Data section:
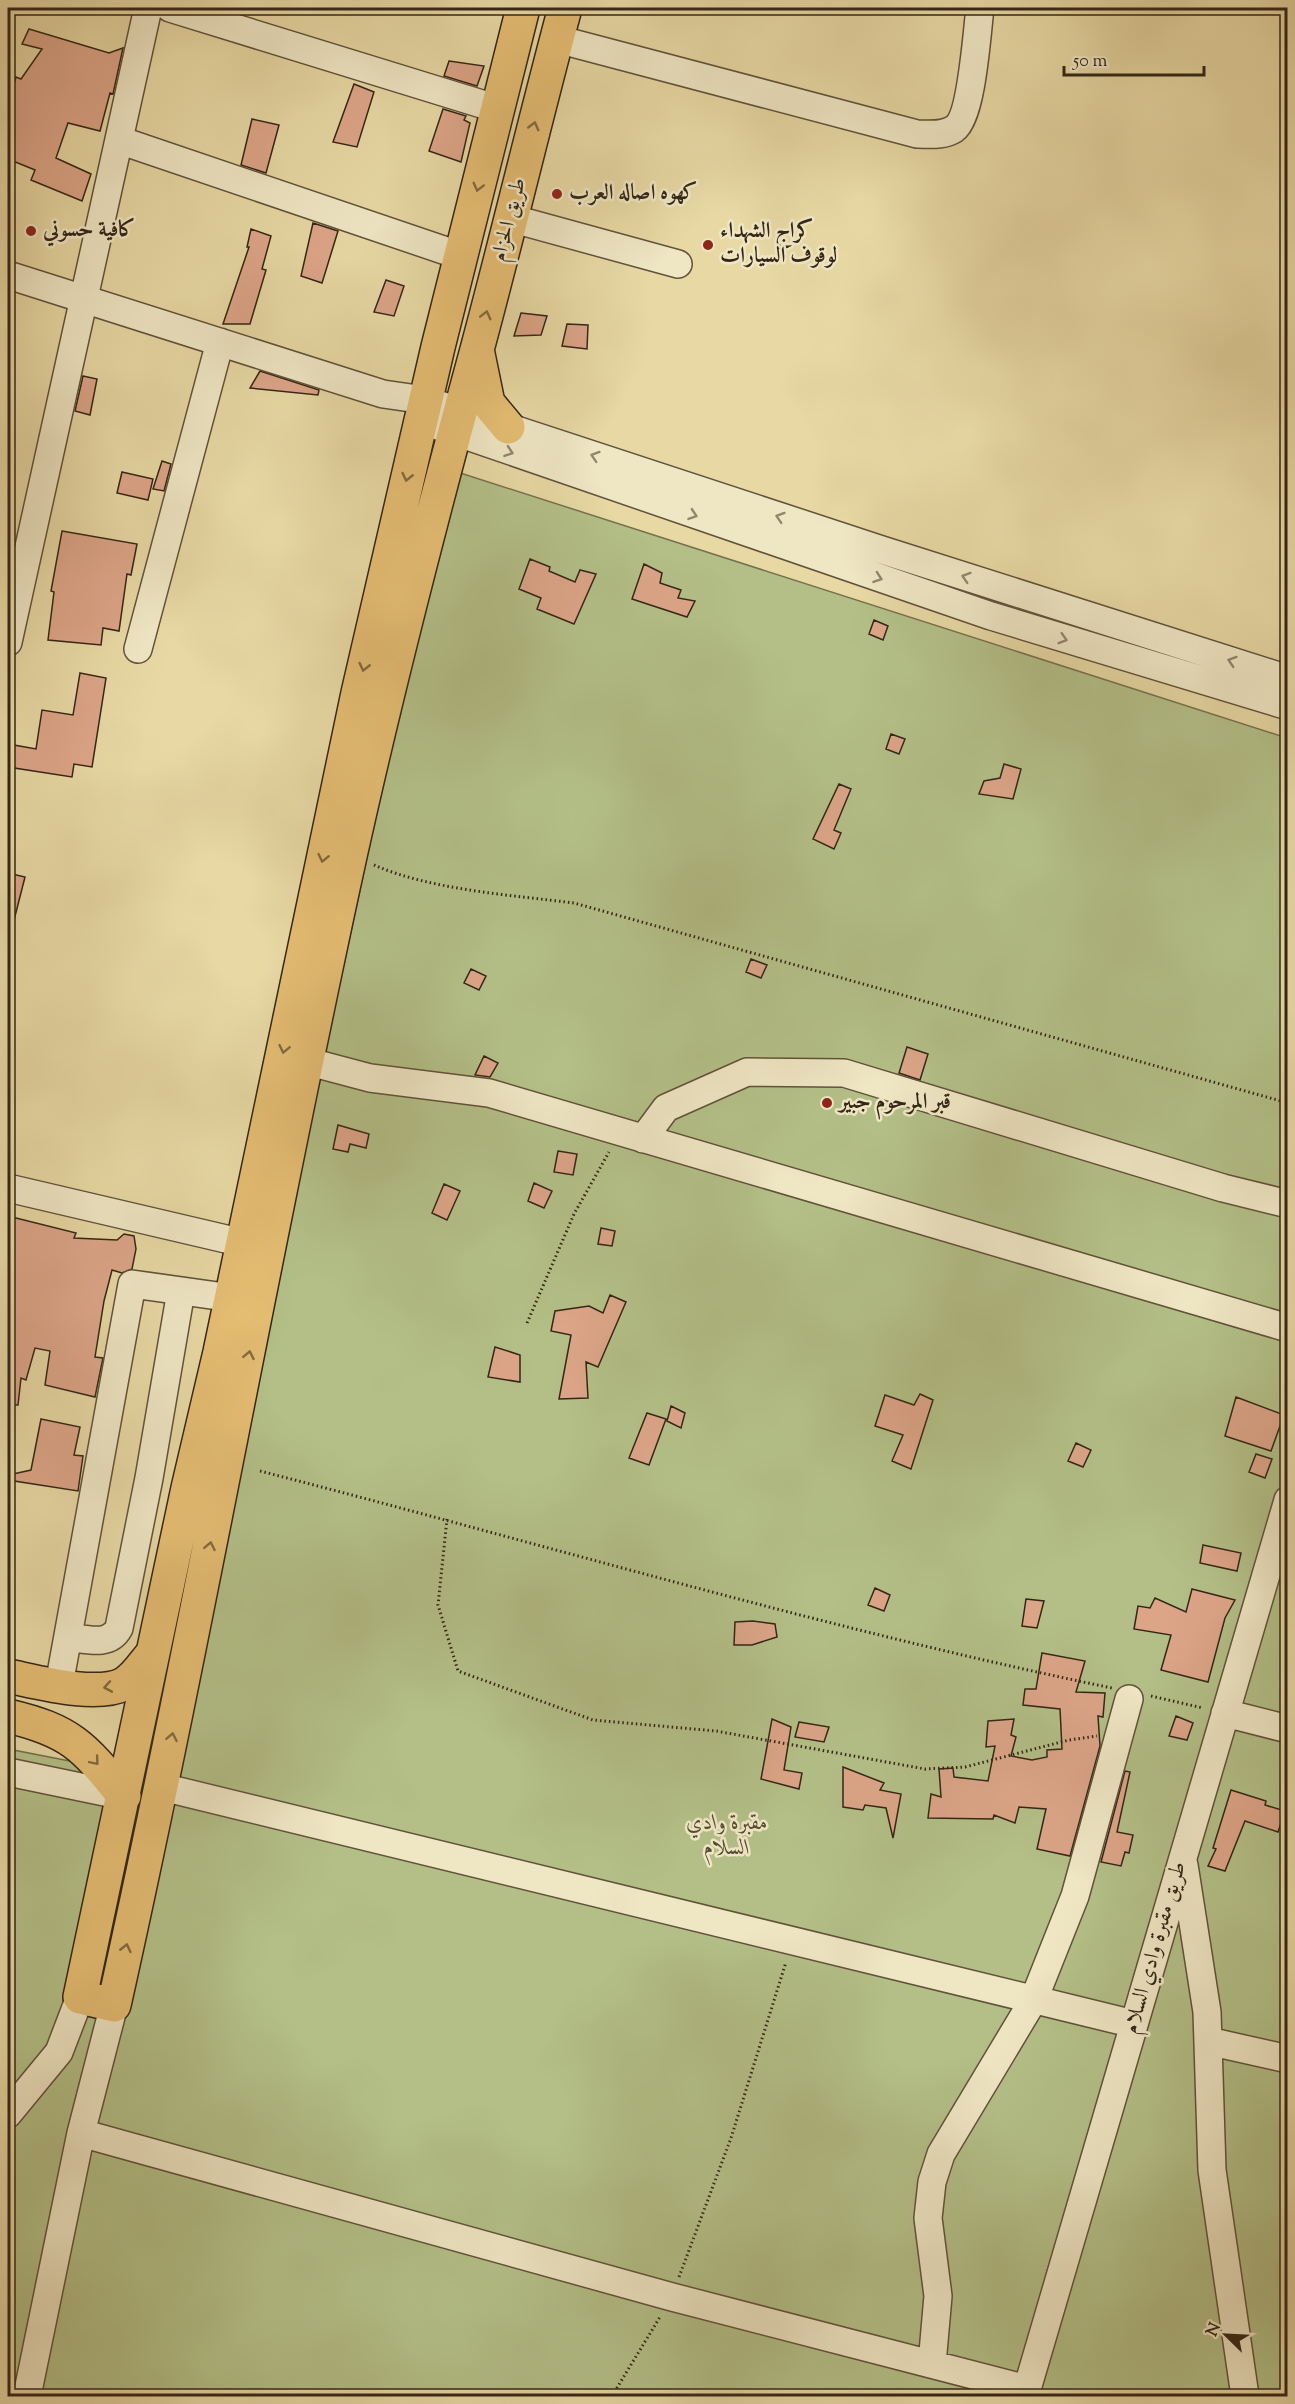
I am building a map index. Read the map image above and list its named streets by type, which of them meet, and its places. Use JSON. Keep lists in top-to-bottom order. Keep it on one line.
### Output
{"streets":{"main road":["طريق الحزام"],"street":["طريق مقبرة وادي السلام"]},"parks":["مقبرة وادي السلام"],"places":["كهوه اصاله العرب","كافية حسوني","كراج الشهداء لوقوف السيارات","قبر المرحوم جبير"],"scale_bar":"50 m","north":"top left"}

--

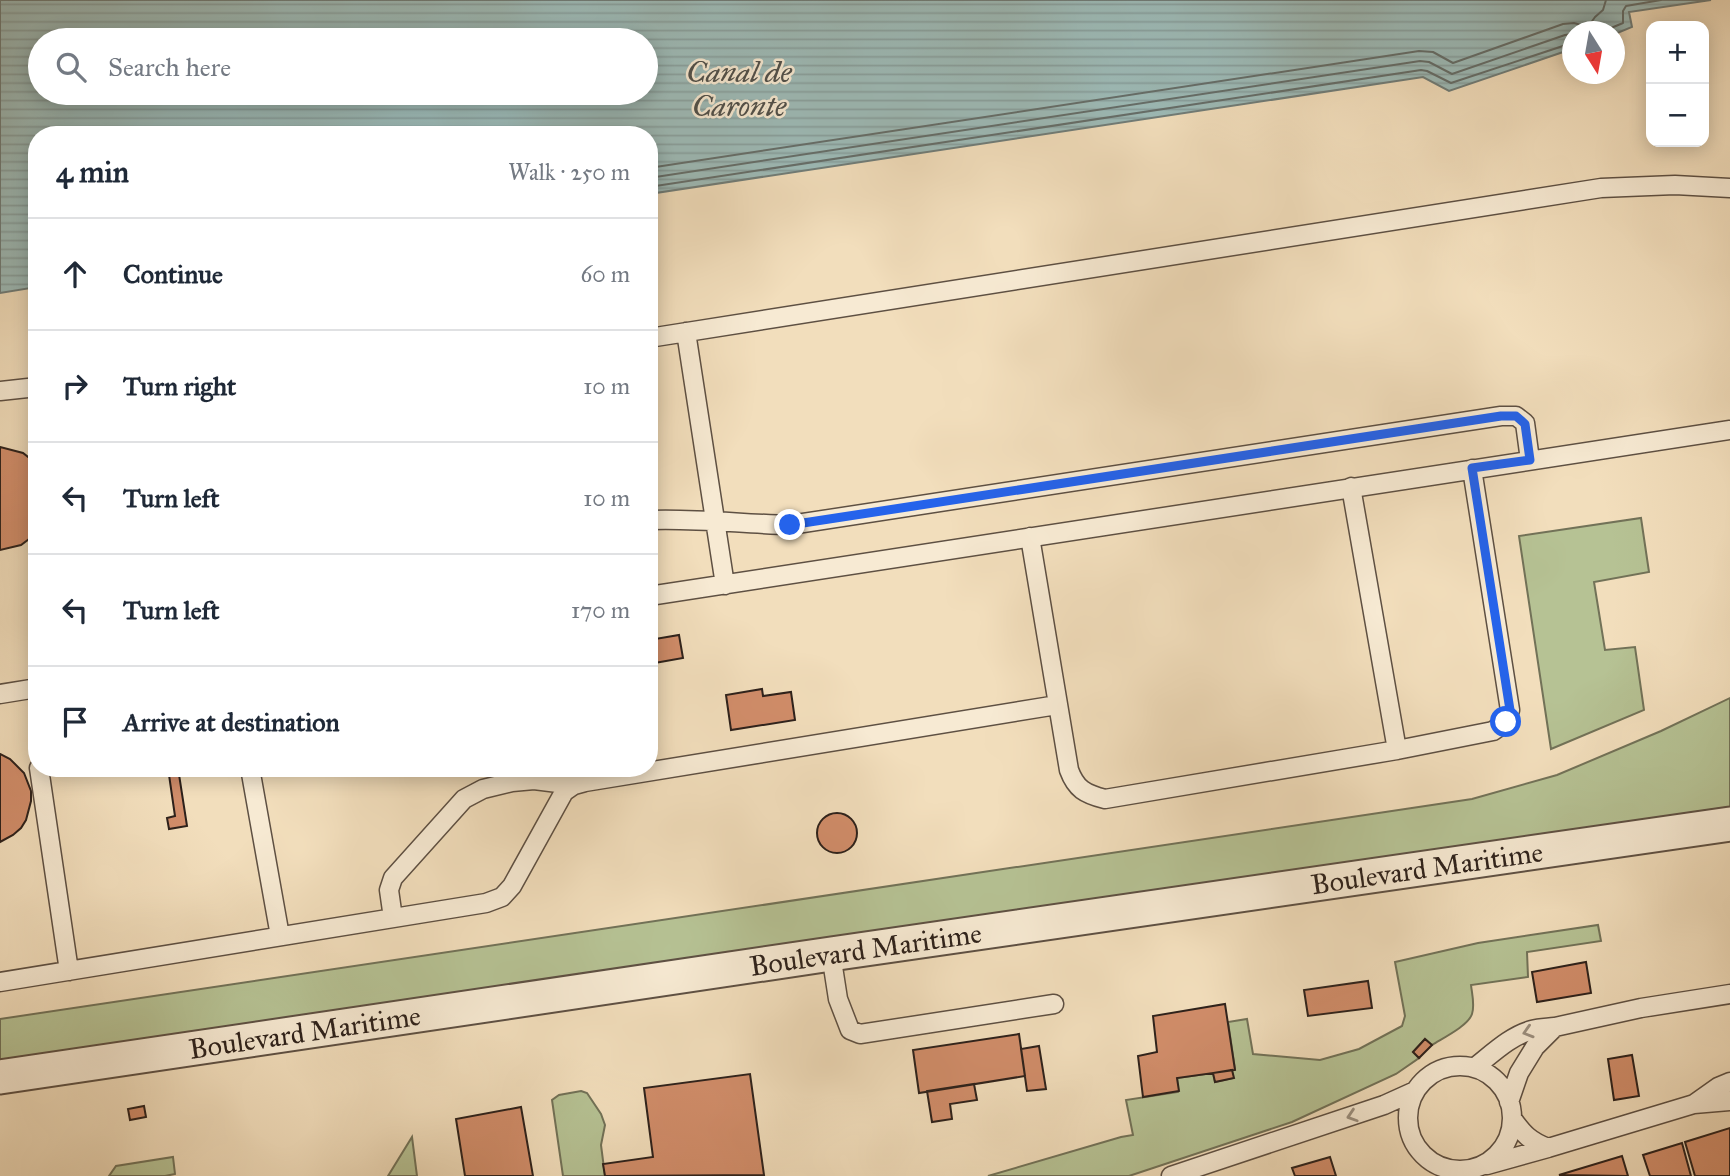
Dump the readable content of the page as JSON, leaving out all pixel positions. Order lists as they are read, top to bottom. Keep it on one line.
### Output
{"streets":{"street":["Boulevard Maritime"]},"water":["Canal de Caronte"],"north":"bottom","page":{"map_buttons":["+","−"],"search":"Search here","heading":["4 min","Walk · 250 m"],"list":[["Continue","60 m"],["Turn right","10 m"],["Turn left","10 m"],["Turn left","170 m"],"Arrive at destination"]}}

What is being asked:
Could you copy every line in the records that holds "JSON"?

Reply:
I am building a map index. Read the map image above and list its named streets by type, which of them meet, and its places. Use JSON. Keep lists in top-to-bottom order. Keep it on one line.
Dump the readable content of the page as JSON, leaving out all pixel positions. Order lists as they are read, top to bottom. Keep it on one line.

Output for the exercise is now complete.